Her children have suffered from sexual abuse from the boyfriend and neglect from her. How many years does it take to recover from this abuse? That is up to each child. The actual process may take many years. The children must work through all of the results that flowed from the dysfunction. Are they able to forgive their mother? Are they able to forgive the boyfriend? It is God’s Will to look at all of the circumstances involved in this life. The mother failed to protect her children and continued to believe they were lying about being abused by the boyfriend. God asks each child to view their life and understand their mother’s limitations and ineffective coping skills. Is she able to acknowledge her responsibilities? Perhaps not. Are you expected to learn, grow, forgive and accept these unfortunate events as a part of who you are? Yes. Whether or not this mother is about to account for her shortcomings, the children are expected to make their own life better.

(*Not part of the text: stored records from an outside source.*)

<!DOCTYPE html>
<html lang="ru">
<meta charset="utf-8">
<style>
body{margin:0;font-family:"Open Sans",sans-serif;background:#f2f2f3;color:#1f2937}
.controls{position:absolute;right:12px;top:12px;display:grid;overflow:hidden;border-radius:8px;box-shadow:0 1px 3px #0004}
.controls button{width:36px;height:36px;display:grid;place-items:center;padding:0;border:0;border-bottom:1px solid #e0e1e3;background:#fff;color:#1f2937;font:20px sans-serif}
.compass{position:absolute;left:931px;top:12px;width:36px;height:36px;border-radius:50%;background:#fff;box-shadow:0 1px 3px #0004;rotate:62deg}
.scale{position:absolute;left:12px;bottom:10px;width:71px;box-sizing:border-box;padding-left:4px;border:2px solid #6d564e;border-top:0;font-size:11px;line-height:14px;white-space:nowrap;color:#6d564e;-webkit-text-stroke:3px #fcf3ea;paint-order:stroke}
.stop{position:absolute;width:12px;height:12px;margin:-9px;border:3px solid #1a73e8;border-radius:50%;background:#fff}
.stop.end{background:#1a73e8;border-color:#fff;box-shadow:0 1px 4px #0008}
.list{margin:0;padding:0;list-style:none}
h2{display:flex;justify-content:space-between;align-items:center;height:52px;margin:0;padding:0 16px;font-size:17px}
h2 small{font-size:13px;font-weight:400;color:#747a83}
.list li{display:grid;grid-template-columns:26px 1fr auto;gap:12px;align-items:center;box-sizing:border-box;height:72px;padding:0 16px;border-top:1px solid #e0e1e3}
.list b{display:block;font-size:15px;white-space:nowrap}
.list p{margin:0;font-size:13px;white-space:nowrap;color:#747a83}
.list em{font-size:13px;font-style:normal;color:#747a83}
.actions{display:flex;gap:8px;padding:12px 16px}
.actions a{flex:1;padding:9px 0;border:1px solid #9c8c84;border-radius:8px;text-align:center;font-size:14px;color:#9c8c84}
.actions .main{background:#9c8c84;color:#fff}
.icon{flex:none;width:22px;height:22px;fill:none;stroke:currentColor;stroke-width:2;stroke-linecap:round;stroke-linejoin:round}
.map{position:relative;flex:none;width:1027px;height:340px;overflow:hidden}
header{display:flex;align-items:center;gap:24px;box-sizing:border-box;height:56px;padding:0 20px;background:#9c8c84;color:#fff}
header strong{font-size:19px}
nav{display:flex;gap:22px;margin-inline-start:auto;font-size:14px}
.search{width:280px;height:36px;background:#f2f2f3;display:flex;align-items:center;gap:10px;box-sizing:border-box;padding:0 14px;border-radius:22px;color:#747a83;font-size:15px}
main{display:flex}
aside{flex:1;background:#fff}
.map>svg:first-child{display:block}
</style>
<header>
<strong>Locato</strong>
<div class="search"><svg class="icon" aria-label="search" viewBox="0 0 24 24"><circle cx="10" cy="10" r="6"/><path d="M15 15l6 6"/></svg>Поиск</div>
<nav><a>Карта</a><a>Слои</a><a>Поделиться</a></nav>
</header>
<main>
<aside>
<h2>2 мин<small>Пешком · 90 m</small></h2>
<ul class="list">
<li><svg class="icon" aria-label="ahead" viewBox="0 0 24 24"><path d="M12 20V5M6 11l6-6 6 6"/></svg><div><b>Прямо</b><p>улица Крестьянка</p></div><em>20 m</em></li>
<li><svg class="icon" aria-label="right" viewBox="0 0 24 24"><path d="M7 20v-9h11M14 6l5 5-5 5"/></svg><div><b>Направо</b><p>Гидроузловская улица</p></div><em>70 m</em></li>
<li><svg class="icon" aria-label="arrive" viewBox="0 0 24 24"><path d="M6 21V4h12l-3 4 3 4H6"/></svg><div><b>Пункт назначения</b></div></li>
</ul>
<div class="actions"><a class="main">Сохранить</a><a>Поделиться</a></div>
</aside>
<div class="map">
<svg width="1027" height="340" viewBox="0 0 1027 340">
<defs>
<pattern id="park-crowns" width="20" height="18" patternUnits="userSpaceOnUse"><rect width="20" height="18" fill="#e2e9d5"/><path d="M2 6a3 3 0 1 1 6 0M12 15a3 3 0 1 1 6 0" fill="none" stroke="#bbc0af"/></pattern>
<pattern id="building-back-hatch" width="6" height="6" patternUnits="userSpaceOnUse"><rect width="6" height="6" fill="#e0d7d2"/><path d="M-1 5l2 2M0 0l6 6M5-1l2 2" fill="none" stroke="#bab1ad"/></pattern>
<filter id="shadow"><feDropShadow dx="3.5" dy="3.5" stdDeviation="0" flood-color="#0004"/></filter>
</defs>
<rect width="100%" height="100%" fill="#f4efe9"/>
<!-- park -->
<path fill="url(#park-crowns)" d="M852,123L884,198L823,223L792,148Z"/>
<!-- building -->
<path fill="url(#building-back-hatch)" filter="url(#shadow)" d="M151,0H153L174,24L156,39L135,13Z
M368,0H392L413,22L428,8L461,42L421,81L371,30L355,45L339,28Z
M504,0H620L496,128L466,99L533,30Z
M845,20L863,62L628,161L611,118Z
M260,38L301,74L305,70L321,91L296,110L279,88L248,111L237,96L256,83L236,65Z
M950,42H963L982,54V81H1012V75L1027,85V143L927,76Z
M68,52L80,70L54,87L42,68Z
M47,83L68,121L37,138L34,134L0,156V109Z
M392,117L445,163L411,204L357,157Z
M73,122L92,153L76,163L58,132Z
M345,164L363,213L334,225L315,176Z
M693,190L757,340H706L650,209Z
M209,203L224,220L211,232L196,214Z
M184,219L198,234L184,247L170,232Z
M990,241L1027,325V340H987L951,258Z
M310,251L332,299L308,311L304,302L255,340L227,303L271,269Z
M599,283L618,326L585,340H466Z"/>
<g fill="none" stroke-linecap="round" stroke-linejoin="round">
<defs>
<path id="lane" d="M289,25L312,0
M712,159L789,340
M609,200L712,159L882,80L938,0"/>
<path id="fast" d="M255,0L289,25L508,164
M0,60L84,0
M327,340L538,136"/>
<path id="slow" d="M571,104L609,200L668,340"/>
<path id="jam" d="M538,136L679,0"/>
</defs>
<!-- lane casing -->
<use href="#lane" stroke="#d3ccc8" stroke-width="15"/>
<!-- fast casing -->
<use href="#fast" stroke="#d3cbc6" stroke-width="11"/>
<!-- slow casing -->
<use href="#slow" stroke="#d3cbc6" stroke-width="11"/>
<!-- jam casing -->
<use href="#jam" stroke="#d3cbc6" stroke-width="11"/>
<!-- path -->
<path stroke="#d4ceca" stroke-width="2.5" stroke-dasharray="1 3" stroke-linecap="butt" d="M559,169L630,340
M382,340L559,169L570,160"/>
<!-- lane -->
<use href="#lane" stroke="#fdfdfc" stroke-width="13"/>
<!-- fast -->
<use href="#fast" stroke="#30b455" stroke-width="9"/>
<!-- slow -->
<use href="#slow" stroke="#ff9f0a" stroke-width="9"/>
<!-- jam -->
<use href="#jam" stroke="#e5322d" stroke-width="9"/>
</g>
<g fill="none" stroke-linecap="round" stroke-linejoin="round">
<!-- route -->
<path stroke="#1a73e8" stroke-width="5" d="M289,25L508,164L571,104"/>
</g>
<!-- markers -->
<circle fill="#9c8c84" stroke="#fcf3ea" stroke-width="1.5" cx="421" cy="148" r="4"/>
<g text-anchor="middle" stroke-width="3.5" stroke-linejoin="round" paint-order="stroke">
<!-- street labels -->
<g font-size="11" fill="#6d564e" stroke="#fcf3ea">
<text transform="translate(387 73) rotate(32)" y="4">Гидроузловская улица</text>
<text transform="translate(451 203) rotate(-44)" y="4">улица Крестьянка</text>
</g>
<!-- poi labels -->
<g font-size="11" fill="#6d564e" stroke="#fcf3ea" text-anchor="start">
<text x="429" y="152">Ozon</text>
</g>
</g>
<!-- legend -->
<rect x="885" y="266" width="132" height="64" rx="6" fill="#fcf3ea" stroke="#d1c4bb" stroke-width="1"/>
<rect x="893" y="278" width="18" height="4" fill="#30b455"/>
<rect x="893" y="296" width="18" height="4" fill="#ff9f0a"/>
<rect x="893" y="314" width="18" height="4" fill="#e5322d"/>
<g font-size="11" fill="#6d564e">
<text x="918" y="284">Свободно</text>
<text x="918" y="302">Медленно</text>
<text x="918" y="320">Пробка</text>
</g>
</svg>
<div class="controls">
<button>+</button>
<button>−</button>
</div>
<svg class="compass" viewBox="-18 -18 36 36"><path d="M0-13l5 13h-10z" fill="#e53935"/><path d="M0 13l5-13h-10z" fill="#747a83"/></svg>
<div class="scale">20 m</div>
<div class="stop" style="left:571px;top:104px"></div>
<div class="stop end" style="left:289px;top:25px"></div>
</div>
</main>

Each child must make peace with their trauma and resist any urge to be abusive themselves. They must raise their own children with the proper amount of supervision and safety to keep them from being abused by someone as well. They are tasked to keep track of each child and be fully aware of who will be in contact with them. They must also recognize any behavioral changes that may signify the child is abused.

Then, the mother dies and returns to the Other Side. It is possible that she still will not account for her mistakes. She does not accept the Light unless she wants to. She may very well continue on with her same limitations that she displayed in life. Will her lack of objectivity affect her children? No. Each of them is dealing with their own circumstances because they are adults now. They are responsible for their own behavior. Was this a soul contract? Yes, very likely.

These two examples will hopefully help you understand the purpose of your current Earth life. The circumstances that greet you day-to-day are designed to teach you certain lessons. These lessons were designated by you prior to incarnation. These situations were intended to teach you something that you have not already learned or to help someone in your soul group to learn from.

You have noticed that the sister of the drunk driver was aware of her contract with the person who caused her death. You also understood that the mother of the sexually abused children did not accept her contract with her children in this life and did not acknowledge her responsibilities. Both outcomes are possible. You may or may not fully understand what your behavior taught those in your life. The same is said for the person who died of lung cancer who continues to smoke on the Other Side. It is your choice to make positive changes in spirit to advance your soul or to continue to divert your attention to unhealthy behaviors. The serial killer may choose to stay in the dark. Should you learn from his impact upon your life? Definitely. These are your choices. The person who influenced your life have their own set of circumstances. YOU are responsible for you.

Make your fair weather plans. Set some goals and put some old, unproductive issues to rest. You are an adult making adult decisions. Take responsibility for the direction of your life and choose to release any debt you feel others owe you. You may not get any acknowledgement or apology from the adults that harmed you. It is up to you to improve your life anyway and build a better life for the youth in your family. It is Our hope that We explained this concept clearly.

Some distance from your childhood trauma may help you to heal. Please don’t pretend it didn’t happen. This was something that was present in your life to give you reason to find God and become stronger. We welcome you home. The more you understand the purpose of your life the quicker you will find God and make a postive impact on those around you.

Teach through grace and beauty. Do your best to be that positive role model and not teach others through pain and darkness.